- WHAT TO PRODUCE:
Restate, word for word, each record that follows.

- RECORDED DATA:
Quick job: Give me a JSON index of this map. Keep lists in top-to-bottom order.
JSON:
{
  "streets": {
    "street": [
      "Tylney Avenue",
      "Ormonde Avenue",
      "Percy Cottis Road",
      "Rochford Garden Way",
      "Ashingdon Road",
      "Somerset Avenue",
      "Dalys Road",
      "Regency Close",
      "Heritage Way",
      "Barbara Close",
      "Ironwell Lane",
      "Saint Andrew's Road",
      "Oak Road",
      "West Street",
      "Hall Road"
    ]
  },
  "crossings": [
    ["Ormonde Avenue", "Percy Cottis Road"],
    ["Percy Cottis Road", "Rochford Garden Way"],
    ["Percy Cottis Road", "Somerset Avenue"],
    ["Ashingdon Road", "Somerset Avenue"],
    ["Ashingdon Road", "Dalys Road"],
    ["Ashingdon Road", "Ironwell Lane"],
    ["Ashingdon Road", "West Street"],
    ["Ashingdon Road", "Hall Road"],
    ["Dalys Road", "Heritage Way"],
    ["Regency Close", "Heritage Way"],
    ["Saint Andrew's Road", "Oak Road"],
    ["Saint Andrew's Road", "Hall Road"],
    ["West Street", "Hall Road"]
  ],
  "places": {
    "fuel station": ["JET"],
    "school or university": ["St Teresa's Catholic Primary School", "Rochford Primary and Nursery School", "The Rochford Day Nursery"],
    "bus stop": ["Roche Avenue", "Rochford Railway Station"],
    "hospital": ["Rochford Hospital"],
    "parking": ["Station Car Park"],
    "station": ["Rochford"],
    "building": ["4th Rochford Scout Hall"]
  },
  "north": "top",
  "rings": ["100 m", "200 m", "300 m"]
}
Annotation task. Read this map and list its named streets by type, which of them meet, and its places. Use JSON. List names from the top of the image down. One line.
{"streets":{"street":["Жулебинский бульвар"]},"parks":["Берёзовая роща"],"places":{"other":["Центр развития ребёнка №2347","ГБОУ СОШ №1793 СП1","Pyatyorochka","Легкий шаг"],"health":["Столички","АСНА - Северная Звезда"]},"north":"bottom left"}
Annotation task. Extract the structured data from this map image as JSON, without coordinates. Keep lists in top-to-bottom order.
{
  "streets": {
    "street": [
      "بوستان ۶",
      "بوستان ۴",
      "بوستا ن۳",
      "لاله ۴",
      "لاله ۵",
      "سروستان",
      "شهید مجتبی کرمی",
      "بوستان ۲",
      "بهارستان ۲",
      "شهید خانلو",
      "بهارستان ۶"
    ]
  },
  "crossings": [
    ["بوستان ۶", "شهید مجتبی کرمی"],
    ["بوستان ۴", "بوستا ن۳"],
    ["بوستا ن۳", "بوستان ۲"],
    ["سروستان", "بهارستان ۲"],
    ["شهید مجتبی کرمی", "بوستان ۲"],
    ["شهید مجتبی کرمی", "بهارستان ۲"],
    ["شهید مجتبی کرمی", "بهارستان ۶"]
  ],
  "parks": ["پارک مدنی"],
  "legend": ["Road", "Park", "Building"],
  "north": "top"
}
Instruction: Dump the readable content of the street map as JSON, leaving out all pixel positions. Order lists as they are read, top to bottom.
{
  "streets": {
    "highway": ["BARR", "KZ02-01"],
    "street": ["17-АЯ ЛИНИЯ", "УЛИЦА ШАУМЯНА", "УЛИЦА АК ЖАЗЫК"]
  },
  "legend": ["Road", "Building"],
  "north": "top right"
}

- ANSWER TO THIS PROBLEM:
Quick job: Give me a JSON index of this map. Keep lists in top-to-bottom order.
JSON:
{
  "streets": {
    "street": [
      "Tylney Avenue",
      "Ormonde Avenue",
      "Percy Cottis Road",
      "Rochford Garden Way",
      "Ashingdon Road",
      "Somerset Avenue",
      "Dalys Road",
      "Regency Close",
      "Heritage Way",
      "Barbara Close",
      "Ironwell Lane",
      "Saint Andrew's Road",
      "Oak Road",
      "West Street",
      "Hall Road"
    ]
  },
  "crossings": [
    ["Ormonde Avenue", "Percy Cottis Road"],
    ["Percy Cottis Road", "Rochford Garden Way"],
    ["Percy Cottis Road", "Somerset Avenue"],
    ["Ashingdon Road", "Somerset Avenue"],
    ["Ashingdon Road", "Dalys Road"],
    ["Ashingdon Road", "Ironwell Lane"],
    ["Ashingdon Road", "West Street"],
    ["Ashingdon Road", "Hall Road"],
    ["Dalys Road", "Heritage Way"],
    ["Regency Close", "Heritage Way"],
    ["Saint Andrew's Road", "Oak Road"],
    ["Saint Andrew's Road", "Hall Road"],
    ["West Street", "Hall Road"]
  ],
  "places": {
    "fuel station": ["JET"],
    "school or university": ["St Teresa's Catholic Primary School", "Rochford Primary and Nursery School", "The Rochford Day Nursery"],
    "bus stop": ["Roche Avenue", "Rochford Railway Station"],
    "hospital": ["Rochford Hospital"],
    "parking": ["Station Car Park"],
    "station": ["Rochford"],
    "building": ["4th Rochford Scout Hall"]
  },
  "north": "top",
  "rings": ["100 m", "200 m", "300 m"]
}
Annotation task. Read this map and list its named streets by type, which of them meet, and its places. Use JSON. List names from the top of the image down. One line.
{"streets":{"street":["Жулебинский бульвар"]},"parks":["Берёзовая роща"],"places":{"other":["Центр развития ребёнка №2347","ГБОУ СОШ №1793 СП1","Pyatyorochka","Легкий шаг"],"health":["Столички","АСНА - Северная Звезда"]},"north":"bottom left"}
Annotation task. Extract the structured data from this map image as JSON, without coordinates. Keep lists in top-to-bottom order.
{
  "streets": {
    "street": [
      "بوستان ۶",
      "بوستان ۴",
      "بوستا ن۳",
      "لاله ۴",
      "لاله ۵",
      "سروستان",
      "شهید مجتبی کرمی",
      "بوستان ۲",
      "بهارستان ۲",
      "شهید خانلو",
      "بهارستان ۶"
    ]
  },
  "crossings": [
    ["بوستان ۶", "شهید مجتبی کرمی"],
    ["بوستان ۴", "بوستا ن۳"],
    ["بوستا ن۳", "بوستان ۲"],
    ["سروستان", "بهارستان ۲"],
    ["شهید مجتبی کرمی", "بوستان ۲"],
    ["شهید مجتبی کرمی", "بهارستان ۲"],
    ["شهید مجتبی کرمی", "بهارستان ۶"]
  ],
  "parks": ["پارک مدنی"],
  "legend": ["Road", "Park", "Building"],
  "north": "top"
}
Instruction: Dump the readable content of the street map as JSON, leaving out all pixel positions. Order lists as they are read, top to bottom.
{
  "streets": {
    "highway": ["BARR", "KZ02-01"],
    "street": ["17-АЯ ЛИНИЯ", "УЛИЦА ШАУМЯНА", "УЛИЦА АК ЖАЗЫК"]
  },
  "legend": ["Road", "Building"],
  "north": "top right"
}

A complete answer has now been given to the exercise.